• About this exercise:
Once the line containing "position:relative; width:2345px; height:614px;" is found in the entries below, restate it and each following line word for word, stopping after the line containing "width:22px; height:22px; translate:-50%".

• Data for analysis:

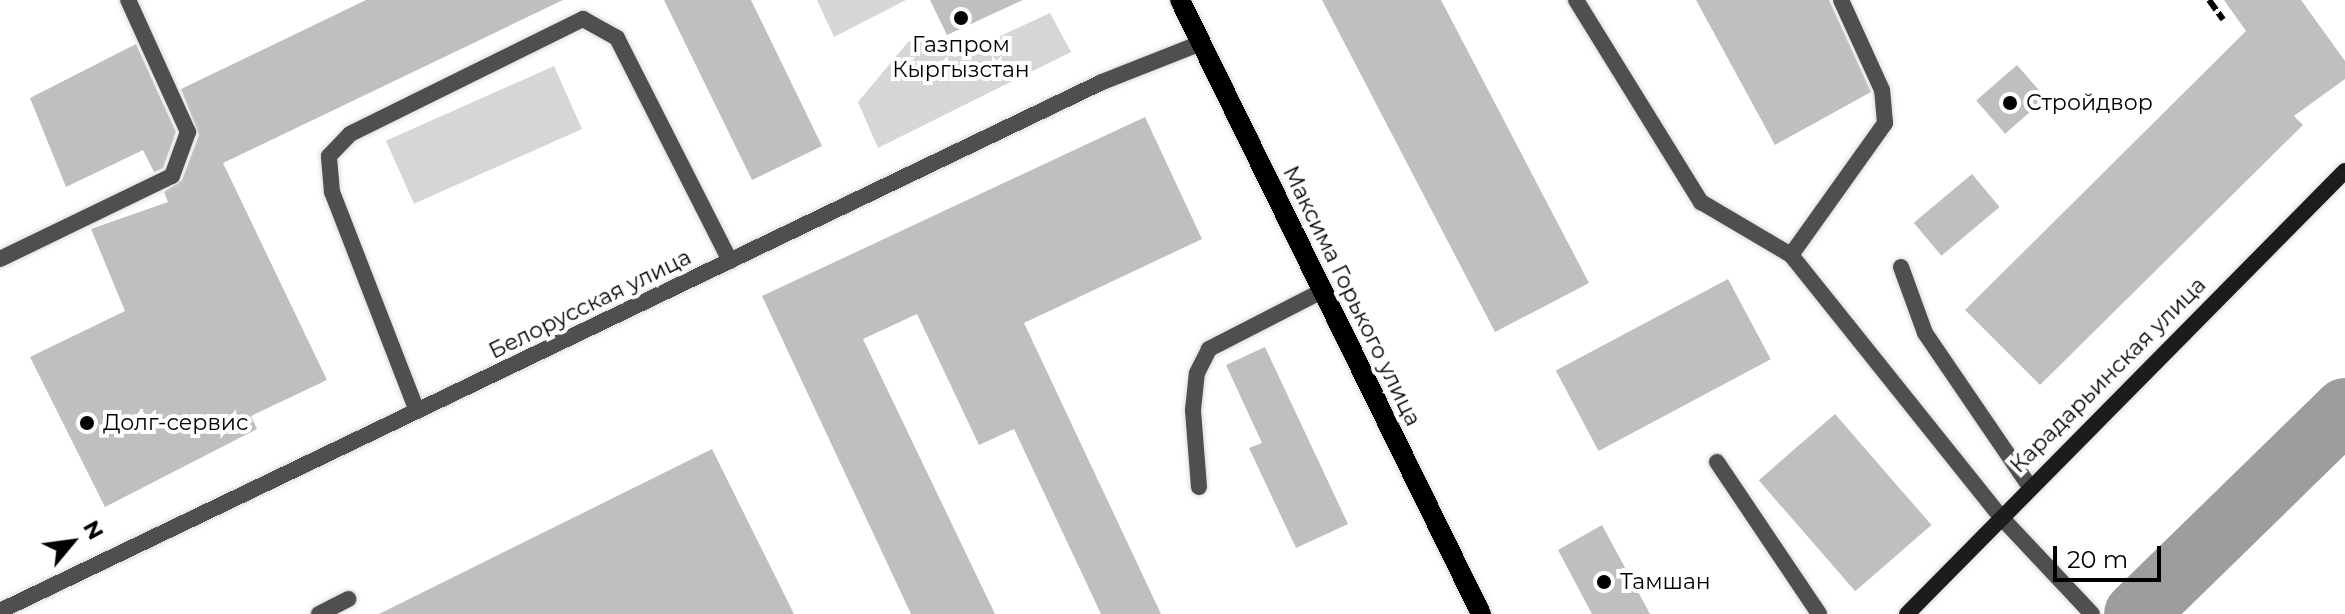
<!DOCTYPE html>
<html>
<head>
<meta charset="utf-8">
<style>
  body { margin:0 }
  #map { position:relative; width:2345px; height:614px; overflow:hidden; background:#fff; font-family:Montserrat,sans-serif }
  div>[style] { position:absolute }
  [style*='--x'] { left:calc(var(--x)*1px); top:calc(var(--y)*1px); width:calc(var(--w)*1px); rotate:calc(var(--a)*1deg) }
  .green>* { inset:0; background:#d6d6d6; transform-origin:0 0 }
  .river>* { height:64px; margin:-32px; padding:0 32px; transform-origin:32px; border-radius:32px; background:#9d9d9d }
  .building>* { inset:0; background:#bfbfbf; transform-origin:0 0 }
  .roads { filter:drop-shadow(0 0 2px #dbdbdb) drop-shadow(0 0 2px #dbdbdb) }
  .lane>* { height:16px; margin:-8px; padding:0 8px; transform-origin:8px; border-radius:8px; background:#4f4f4f }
  .street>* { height:16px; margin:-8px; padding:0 8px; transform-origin:8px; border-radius:8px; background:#4f4f4f }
  .secondary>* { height:16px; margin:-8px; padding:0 8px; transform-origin:8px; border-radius:8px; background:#1c1c1c }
  .primary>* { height:20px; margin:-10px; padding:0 10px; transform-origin:10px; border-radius:10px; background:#000 }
  .rail>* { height:6px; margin-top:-3px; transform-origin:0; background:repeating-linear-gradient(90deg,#000 0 12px,transparent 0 16px) }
  .dots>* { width:22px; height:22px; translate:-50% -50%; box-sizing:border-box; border:4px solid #fff; border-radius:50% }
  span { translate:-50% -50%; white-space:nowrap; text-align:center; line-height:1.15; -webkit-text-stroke:8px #fff; paint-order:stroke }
  .poi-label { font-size:22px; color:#000 }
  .left { translate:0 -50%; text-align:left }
  .street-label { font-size:22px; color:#000 }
  .north { position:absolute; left:32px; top:502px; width:80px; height:80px; -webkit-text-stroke:6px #fff; paint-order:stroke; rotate:61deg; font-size:22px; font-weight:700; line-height:32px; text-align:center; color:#000 }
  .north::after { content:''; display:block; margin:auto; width:28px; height:36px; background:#000; clip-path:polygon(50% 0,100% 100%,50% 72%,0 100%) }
  .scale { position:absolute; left:2053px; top:546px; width:108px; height:36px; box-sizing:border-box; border:4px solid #000; border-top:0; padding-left:10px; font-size:24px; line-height:28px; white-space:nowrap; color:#000; -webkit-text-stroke:6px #fff; paint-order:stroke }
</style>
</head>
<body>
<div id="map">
  <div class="green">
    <div style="clip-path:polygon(817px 0,906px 0,834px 37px)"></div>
    <div style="clip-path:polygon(1050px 13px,1071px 52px,878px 148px,858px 102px,913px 36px,955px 57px)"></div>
    <div style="left:554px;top:66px;width:69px;height:184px;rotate:66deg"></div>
  </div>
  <div class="river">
    <div style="--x:2136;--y:614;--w:292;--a:-44.3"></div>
  </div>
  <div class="building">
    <div style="clip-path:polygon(366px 0,563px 0,223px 163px,327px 380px,251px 416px,257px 429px,105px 507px,30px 357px,125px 311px,91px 229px,168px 202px,164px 192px,182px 180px,199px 135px,181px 89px)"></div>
    <div style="clip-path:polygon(664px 0,751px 0,822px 146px,752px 180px)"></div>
    <div style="clip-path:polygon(930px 0,1023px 0,947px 35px)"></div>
    <div style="clip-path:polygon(1322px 0,1441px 0,1589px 283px,1495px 332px)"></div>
    <div style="clip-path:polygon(1696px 0,1829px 0,1871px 92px,1775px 145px)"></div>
    <div style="clip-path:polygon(2224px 0,2301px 0,2345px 61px,2345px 79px,2294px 116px,2303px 125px,2040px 385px,1965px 310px,2246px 31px)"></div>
    <div style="clip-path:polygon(136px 44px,176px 132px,163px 168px,154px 172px,143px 150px,66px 187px,30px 98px)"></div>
    <div style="left:2017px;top:65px;width:44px;height:54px;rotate:49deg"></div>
    <div style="clip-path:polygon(1145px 117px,1202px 239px,1024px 323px,1161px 614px,1101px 614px,1014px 429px,979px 445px,917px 314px,863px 339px,995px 614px,911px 614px,762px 296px)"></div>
    <div style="left:1972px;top:174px;width:43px;height:76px;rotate:50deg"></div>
    <div style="left:1728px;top:279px;width:91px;height:195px;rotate:62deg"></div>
    <div style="clip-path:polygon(1265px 347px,1348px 524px,1296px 548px,1249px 448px,1262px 443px,1226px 365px)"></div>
    <div style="left:1835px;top:414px;width:147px;height:101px;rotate:49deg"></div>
    <div style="clip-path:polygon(712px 449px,794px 614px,379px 614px)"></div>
    <div style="clip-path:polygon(1602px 525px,1650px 614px,1592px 614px,1558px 550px)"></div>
  </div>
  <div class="roads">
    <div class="lane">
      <div style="--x:1576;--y:0;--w:238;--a:58.3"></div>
      <div style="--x:1701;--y:202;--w:104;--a:30.5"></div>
      <div style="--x:1791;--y:255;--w:334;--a:51.3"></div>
      <div style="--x:2000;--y:516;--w:134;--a:46.8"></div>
      <div style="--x:1791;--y:255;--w:162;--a:-54.5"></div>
      <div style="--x:1885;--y:123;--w:33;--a:-95"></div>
      <div style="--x:1882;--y:90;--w:99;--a:-114.5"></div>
      <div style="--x:1901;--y:267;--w:70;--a:70"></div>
      <div style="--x:1925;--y:333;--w:183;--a:55.7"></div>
      <div style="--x:417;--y:411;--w:235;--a:-111.2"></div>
      <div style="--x:332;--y:192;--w:36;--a:-95"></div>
      <div style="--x:329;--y:156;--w:30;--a:-46"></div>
      <div style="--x:350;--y:134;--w:260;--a:-26.3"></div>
      <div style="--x:583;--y:19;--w:39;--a:29"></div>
      <div style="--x:617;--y:38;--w:250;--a:63.1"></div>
      <div style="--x:1717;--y:462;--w:183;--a:56.1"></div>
      <div style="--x:1199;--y:487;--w:77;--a:-94.5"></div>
      <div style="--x:1193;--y:410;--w:37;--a:-84"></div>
      <div style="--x:1197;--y:373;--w:27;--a:-63"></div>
      <div style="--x:1209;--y:349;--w:127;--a:-27.2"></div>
      <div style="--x:319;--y:614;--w:33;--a:-27"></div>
    </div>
    <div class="street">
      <div style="--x:0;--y:259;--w:191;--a:-25.8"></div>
      <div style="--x:172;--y:176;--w:47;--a:-70"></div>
      <div style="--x:188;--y:132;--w:145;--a:-114.4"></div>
      <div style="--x:0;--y:611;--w:1222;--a:-25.64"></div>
      <div style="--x:1102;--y:82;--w:106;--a:-21.5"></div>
    </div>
    <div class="secondary">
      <div style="--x:1907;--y:614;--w:623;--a:-45.33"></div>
    </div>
    <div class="primary">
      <div style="--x:1180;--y:0;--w:684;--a:63.88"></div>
    </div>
  </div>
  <div class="rail">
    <div style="--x:2209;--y:0;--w:24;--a:54"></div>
  </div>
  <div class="dots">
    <div style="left:961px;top:18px;background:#000"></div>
    <div style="left:2010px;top:103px;background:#000"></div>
    <div style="left:87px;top:423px;background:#000"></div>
    <div style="left:1604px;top:582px;background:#000"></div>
  </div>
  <div class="poi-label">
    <span style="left:961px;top:57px">Газпром<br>Кыргызстан</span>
    <span class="left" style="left:2026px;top:103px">Стройдвор</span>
    <span class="left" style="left:103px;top:423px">Долг-сервис</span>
    <span class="left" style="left:1620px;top:582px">Тамшан</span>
  </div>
  <div class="street-label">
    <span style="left:1352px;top:296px;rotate:64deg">Максима Горького улица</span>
    <span style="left:590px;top:304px;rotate:-26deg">Белорусская улица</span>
    <span style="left:2108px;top:375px;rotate:-45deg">Карадарьинская улица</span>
  </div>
  <div class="north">N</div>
  <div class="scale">20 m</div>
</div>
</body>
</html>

• Solution below:
  #map { position:relative; width:2345px; height:614px; overflow:hidden; background:#fff; font-family:Montserrat,sans-serif }
  div>[style] { position:absolute }
  [style*='--x'] { left:calc(var(--x)*1px); top:calc(var(--y)*1px); width:calc(var(--w)*1px); rotate:calc(var(--a)*1deg) }
  .green>* { inset:0; background:#d6d6d6; transform-origin:0 0 }
  .river>* { height:64px; margin:-32px; padding:0 32px; transform-origin:32px; border-radius:32px; background:#9d9d9d }
  .building>* { inset:0; background:#bfbfbf; transform-origin:0 0 }
  .roads { filter:drop-shadow(0 0 2px #dbdbdb) drop-shadow(0 0 2px #dbdbdb) }
  .lane>* { height:16px; margin:-8px; padding:0 8px; transform-origin:8px; border-radius:8px; background:#4f4f4f }
  .street>* { height:16px; margin:-8px; padding:0 8px; transform-origin:8px; border-radius:8px; background:#4f4f4f }
  .secondary>* { height:16px; margin:-8px; padding:0 8px; transform-origin:8px; border-radius:8px; background:#1c1c1c }
  .primary>* { height:20px; margin:-10px; padding:0 10px; transform-origin:10px; border-radius:10px; background:#000 }
  .rail>* { height:6px; margin-top:-3px; transform-origin:0; background:repeating-linear-gradient(90deg,#000 0 12px,transparent 0 16px) }
  .dots>* { width:22px; height:22px; translate:-50% -50%; box-sizing:border-box; border:4px solid #fff; border-radius:50% }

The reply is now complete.